*** Opening Supplied material ***
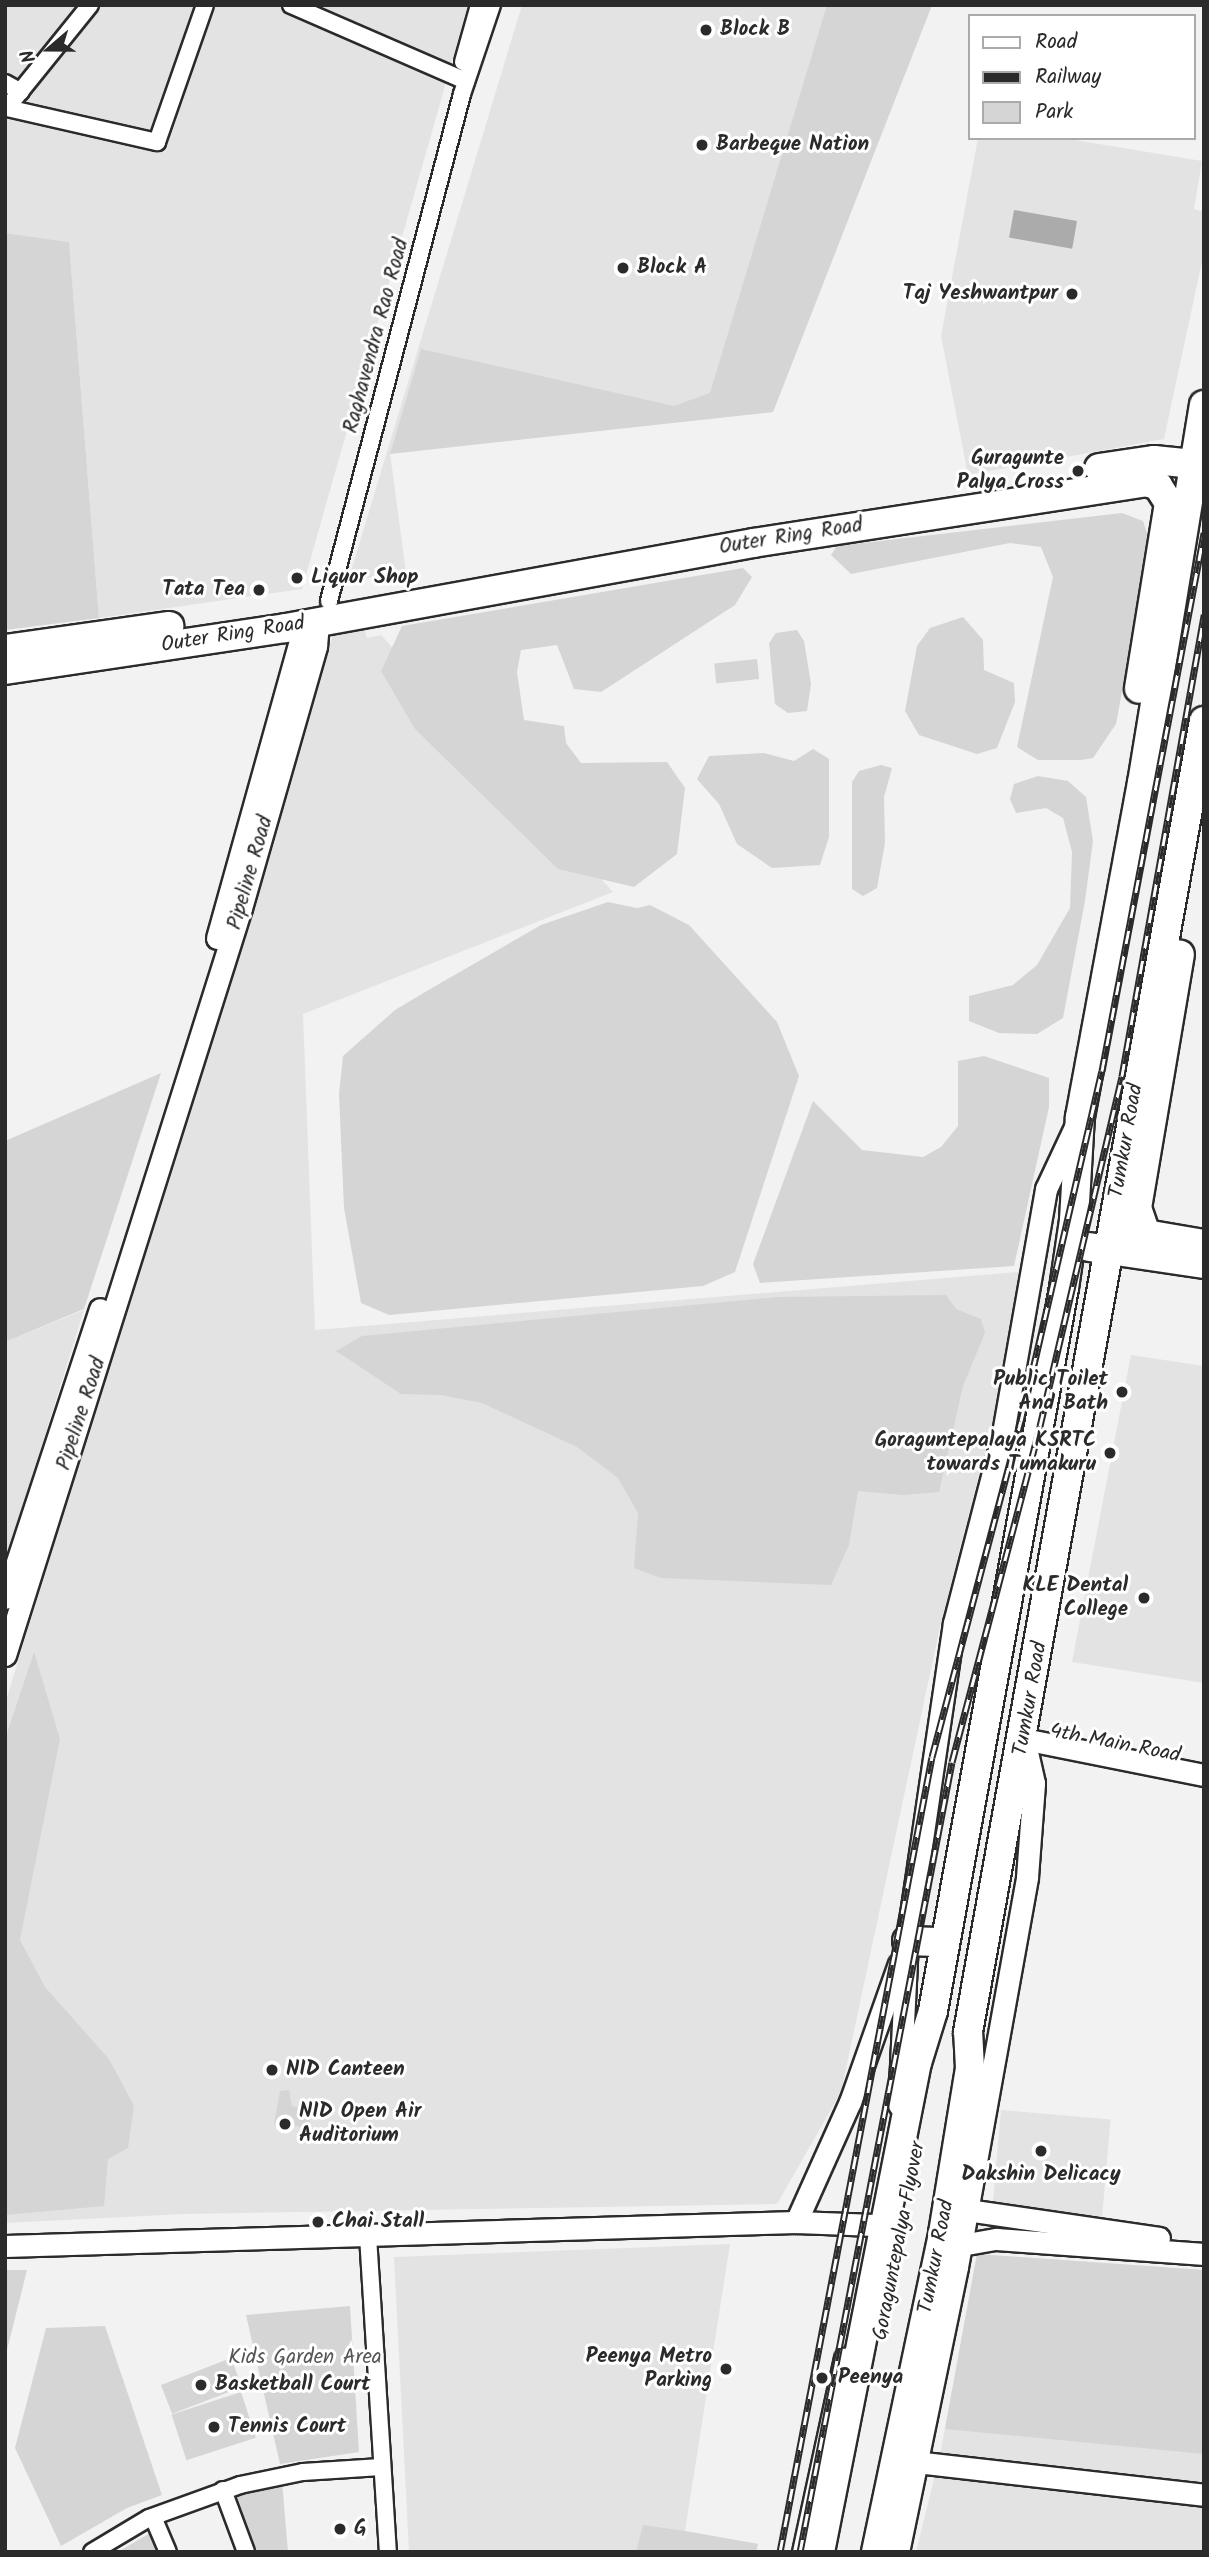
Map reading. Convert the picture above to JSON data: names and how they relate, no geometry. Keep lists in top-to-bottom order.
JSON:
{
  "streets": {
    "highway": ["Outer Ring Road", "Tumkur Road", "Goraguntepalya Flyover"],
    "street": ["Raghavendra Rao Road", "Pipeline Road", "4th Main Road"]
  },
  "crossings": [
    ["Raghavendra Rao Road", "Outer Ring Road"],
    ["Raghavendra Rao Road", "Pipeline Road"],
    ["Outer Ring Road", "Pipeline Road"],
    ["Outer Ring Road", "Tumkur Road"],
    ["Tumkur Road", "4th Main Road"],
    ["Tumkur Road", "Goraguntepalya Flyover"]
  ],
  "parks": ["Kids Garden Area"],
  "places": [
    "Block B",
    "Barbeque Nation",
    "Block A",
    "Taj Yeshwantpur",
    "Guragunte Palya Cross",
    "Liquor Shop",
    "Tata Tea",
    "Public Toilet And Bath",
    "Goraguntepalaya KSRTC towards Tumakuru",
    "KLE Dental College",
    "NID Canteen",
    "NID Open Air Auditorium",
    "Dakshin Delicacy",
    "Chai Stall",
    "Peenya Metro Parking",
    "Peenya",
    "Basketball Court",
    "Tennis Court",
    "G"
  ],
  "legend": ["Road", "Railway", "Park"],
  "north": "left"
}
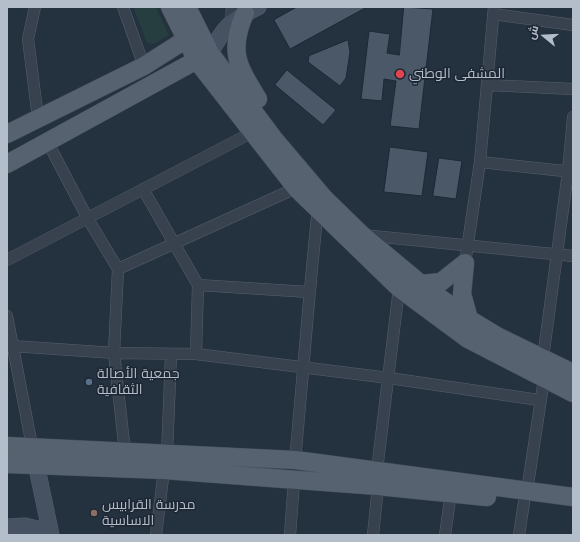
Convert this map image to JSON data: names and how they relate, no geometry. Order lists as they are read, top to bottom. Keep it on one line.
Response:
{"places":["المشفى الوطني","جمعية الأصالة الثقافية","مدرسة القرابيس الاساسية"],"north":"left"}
*** Closing Supplied material ***
Exercise goal: Above are records to transcribe exactly; leave their pictures out.

Solution to this problem:
Map reading. Convert the picture above to JSON data: names and how they relate, no geometry. Keep lists in top-to-bottom order.
JSON:
{
  "streets": {
    "highway": ["Outer Ring Road", "Tumkur Road", "Goraguntepalya Flyover"],
    "street": ["Raghavendra Rao Road", "Pipeline Road", "4th Main Road"]
  },
  "crossings": [
    ["Raghavendra Rao Road", "Outer Ring Road"],
    ["Raghavendra Rao Road", "Pipeline Road"],
    ["Outer Ring Road", "Pipeline Road"],
    ["Outer Ring Road", "Tumkur Road"],
    ["Tumkur Road", "4th Main Road"],
    ["Tumkur Road", "Goraguntepalya Flyover"]
  ],
  "parks": ["Kids Garden Area"],
  "places": [
    "Block B",
    "Barbeque Nation",
    "Block A",
    "Taj Yeshwantpur",
    "Guragunte Palya Cross",
    "Liquor Shop",
    "Tata Tea",
    "Public Toilet And Bath",
    "Goraguntepalaya KSRTC towards Tumakuru",
    "KLE Dental College",
    "NID Canteen",
    "NID Open Air Auditorium",
    "Dakshin Delicacy",
    "Chai Stall",
    "Peenya Metro Parking",
    "Peenya",
    "Basketball Court",
    "Tennis Court",
    "G"
  ],
  "legend": ["Road", "Railway", "Park"],
  "north": "left"
}
Convert this map image to JSON data: names and how they relate, no geometry. Order lists as they are read, top to bottom. Keep it on one line.
Response:
{"places":["المشفى الوطني","جمعية الأصالة الثقافية","مدرسة القرابيس الاساسية"],"north":"left"}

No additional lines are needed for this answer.